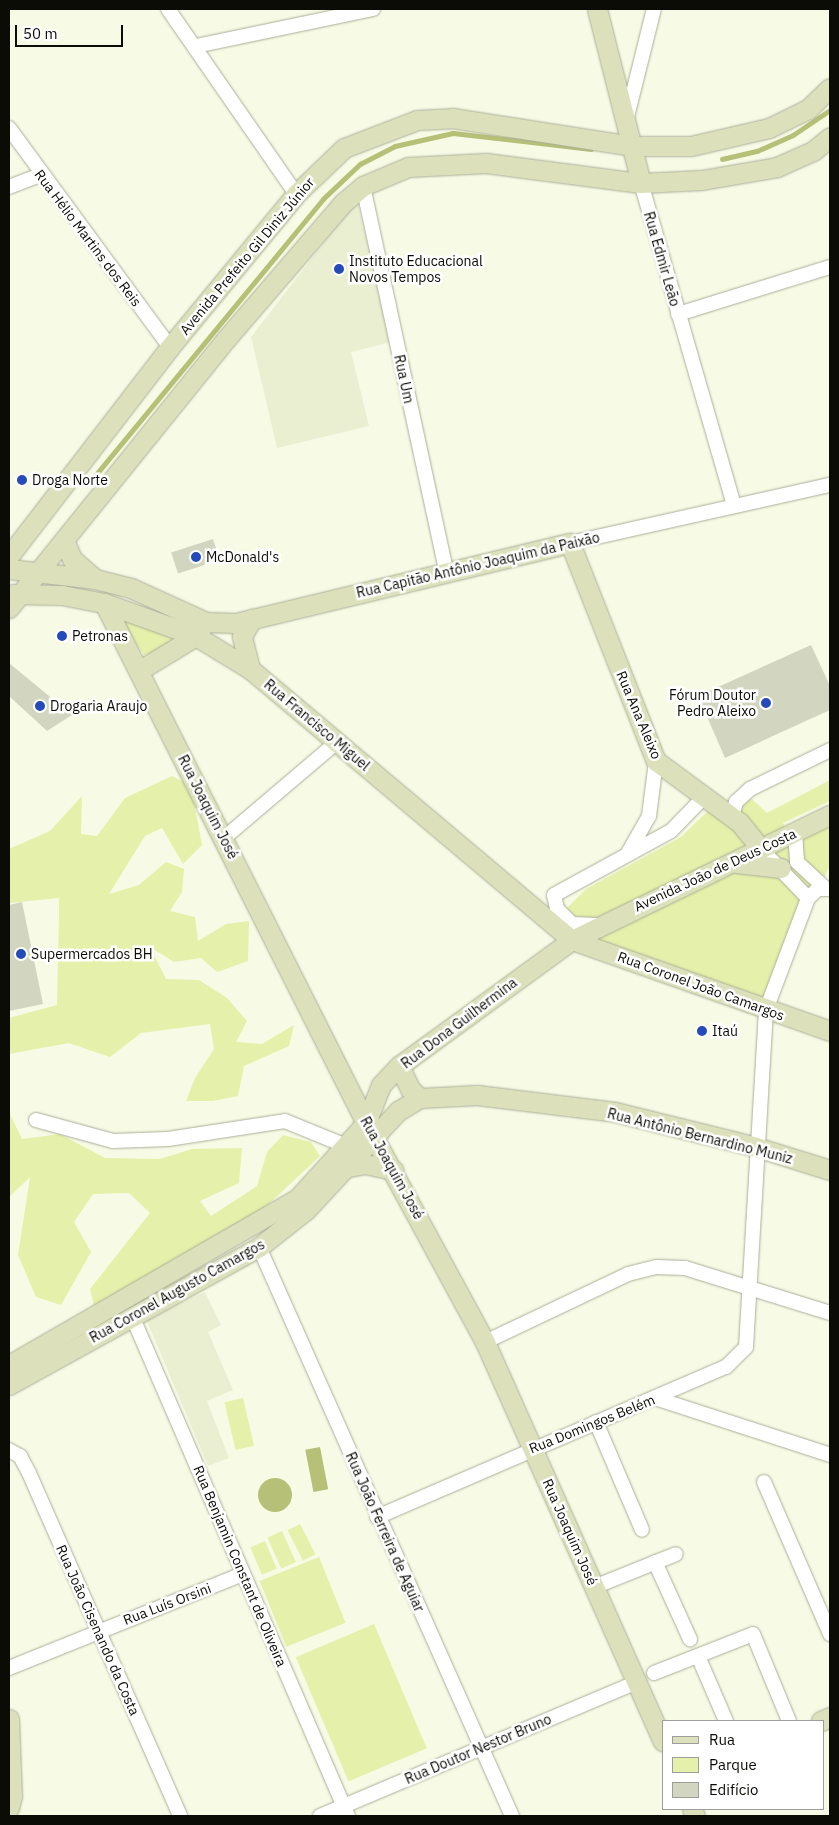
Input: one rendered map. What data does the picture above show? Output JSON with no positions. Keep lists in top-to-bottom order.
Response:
{
  "streets": {
    "main road": [
      "Avenida Prefeito Gil Diniz Júnior",
      "Rua Edmir Leão",
      "Rua Capitão Antônio Joaquim da Paixão",
      "Rua Ana Aleixo",
      "Rua Francisco Miguel",
      "Rua Joaquim José",
      "Avenida João de Deus Costa",
      "Rua Coronel João Camargos",
      "Rua Dona Guilhermina",
      "Rua Antônio Bernardino Muniz",
      "Rua Coronel Augusto Camargos"
    ],
    "street": [
      "Rua Hélio Martins dos Reis",
      "Rua Um",
      "Rua Domingos Belém",
      "Rua João Ferreira de Aguiar",
      "Rua Benjamin Constant de Oliveira",
      "Rua Luís Orsini",
      "Rua João Cisenando da Costa",
      "Rua Doutor Nestor Bruno"
    ]
  },
  "crossings": [
    ["Rua Hélio Martins dos Reis", "Avenida Prefeito Gil Diniz Júnior"],
    ["Avenida Prefeito Gil Diniz Júnior", "Rua Edmir Leão"],
    ["Rua Edmir Leão", "Rua Capitão Antônio Joaquim da Paixão"],
    ["Rua Um", "Rua Capitão Antônio Joaquim da Paixão"],
    ["Rua Capitão Antônio Joaquim da Paixão", "Rua Ana Aleixo"],
    ["Rua Capitão Antônio Joaquim da Paixão", "Rua Francisco Miguel"],
    ["Rua Capitão Antônio Joaquim da Paixão", "Rua Joaquim José"],
    ["Rua Ana Aleixo", "Avenida João de Deus Costa"],
    ["Rua Francisco Miguel", "Rua Joaquim José"],
    ["Rua Francisco Miguel", "Avenida João de Deus Costa"],
    ["Rua Francisco Miguel", "Rua Coronel João Camargos"],
    ["Rua Francisco Miguel", "Rua Dona Guilhermina"],
    ["Rua Joaquim José", "Rua Dona Guilhermina"],
    ["Rua Joaquim José", "Rua Coronel Augusto Camargos"],
    ["Rua Joaquim José", "Rua Domingos Belém"],
    ["Rua Joaquim José", "Rua Doutor Nestor Bruno"],
    ["Avenida João de Deus Costa", "Rua Coronel João Camargos"],
    ["Avenida João de Deus Costa", "Rua Dona Guilhermina"],
    ["Rua Coronel João Camargos", "Rua Dona Guilhermina"],
    ["Rua Coronel João Camargos", "Rua Domingos Belém"],
    ["Rua Dona Guilhermina", "Rua Coronel Augusto Camargos"],
    ["Rua Antônio Bernardino Muniz", "Rua Coronel Augusto Camargos"],
    ["Rua Antônio Bernardino Muniz", "Rua Domingos Belém"],
    ["Rua Coronel Augusto Camargos", "Rua João Ferreira de Aguiar"],
    ["Rua Coronel Augusto Camargos", "Rua Benjamin Constant de Oliveira"],
    ["Rua Domingos Belém", "Rua João Ferreira de Aguiar"],
    ["Rua João Ferreira de Aguiar", "Rua Doutor Nestor Bruno"],
    ["Rua Benjamin Constant de Oliveira", "Rua Luís Orsini"],
    ["Rua Benjamin Constant de Oliveira", "Rua Doutor Nestor Bruno"],
    ["Rua Luís Orsini", "Rua João Cisenando da Costa"]
  ],
  "places": [
    "Instituto Educacional Novos Tempos",
    "Droga Norte",
    "McDonald's",
    "Petronas",
    "Fórum Doutor Pedro Aleixo",
    "Drogaria Araujo",
    "Supermercados BH",
    "Itaú"
  ],
  "legend": ["Rua", "Parque", "Edifício"],
  "scale_bar": "50 m"
}
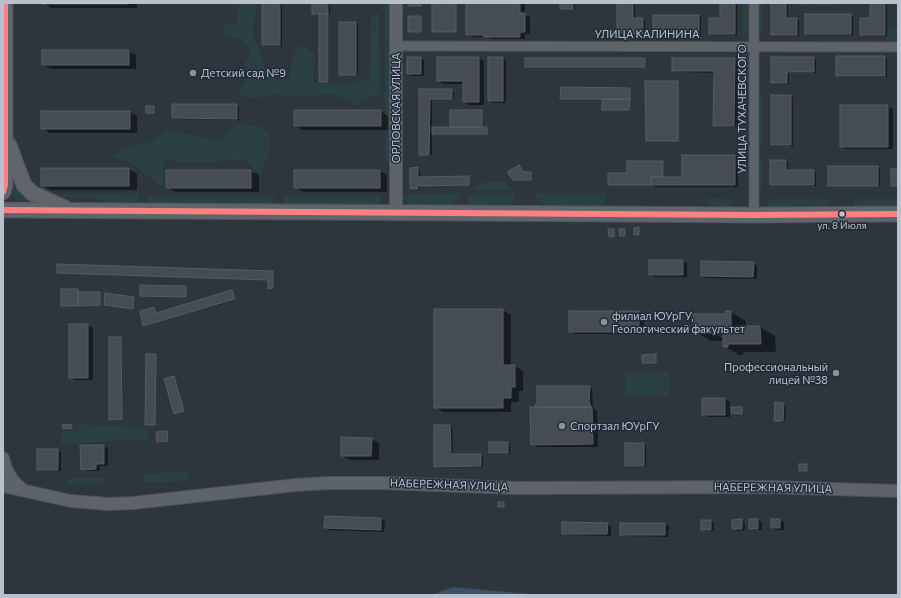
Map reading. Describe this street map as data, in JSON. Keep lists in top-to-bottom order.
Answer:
{
  "streets": {
    "street": [
      "УЛИЦА КАЛИНИНА",
      "ОРЛОВСКАЯ УЛИЦА",
      "УЛИЦА ТУХАЧЕВСКОГО",
      "НАБЕРЕЖНАЯ УЛИЦА"
    ]
  },
  "crossings": [
    ["УЛИЦА КАЛИНИНА", "ОРЛОВСКАЯ УЛИЦА"],
    ["УЛИЦА КАЛИНИНА", "УЛИЦА ТУХАЧЕВСКОГО"]
  ],
  "places": [
    "Детский сад №9",
    "ул. 8 Июля",
    "филиал ЮУрГУ, Геологический факультет",
    "Профессиональный лицей №38",
    "Спортзал ЮУрГУ"
  ]
}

====

What is required: A faithful copy of the lines from the line containing "Map reading. Describe" to the end of the data should be set down, both ends included, and nothing more.

Answer box:
Map reading. Describe this street map as data, in JSON. Keep lists in top-to-bottom order.
Answer:
{
  "streets": {
    "street": [
      "УЛИЦА КАЛИНИНА",
      "ОРЛОВСКАЯ УЛИЦА",
      "УЛИЦА ТУХАЧЕВСКОГО",
      "НАБЕРЕЖНАЯ УЛИЦА"
    ]
  },
  "crossings": [
    ["УЛИЦА КАЛИНИНА", "ОРЛОВСКАЯ УЛИЦА"],
    ["УЛИЦА КАЛИНИНА", "УЛИЦА ТУХАЧЕВСКОГО"]
  ],
  "places": [
    "Детский сад №9",
    "ул. 8 Июля",
    "филиал ЮУрГУ, Геологический факультет",
    "Профессиональный лицей №38",
    "Спортзал ЮУрГУ"
  ]
}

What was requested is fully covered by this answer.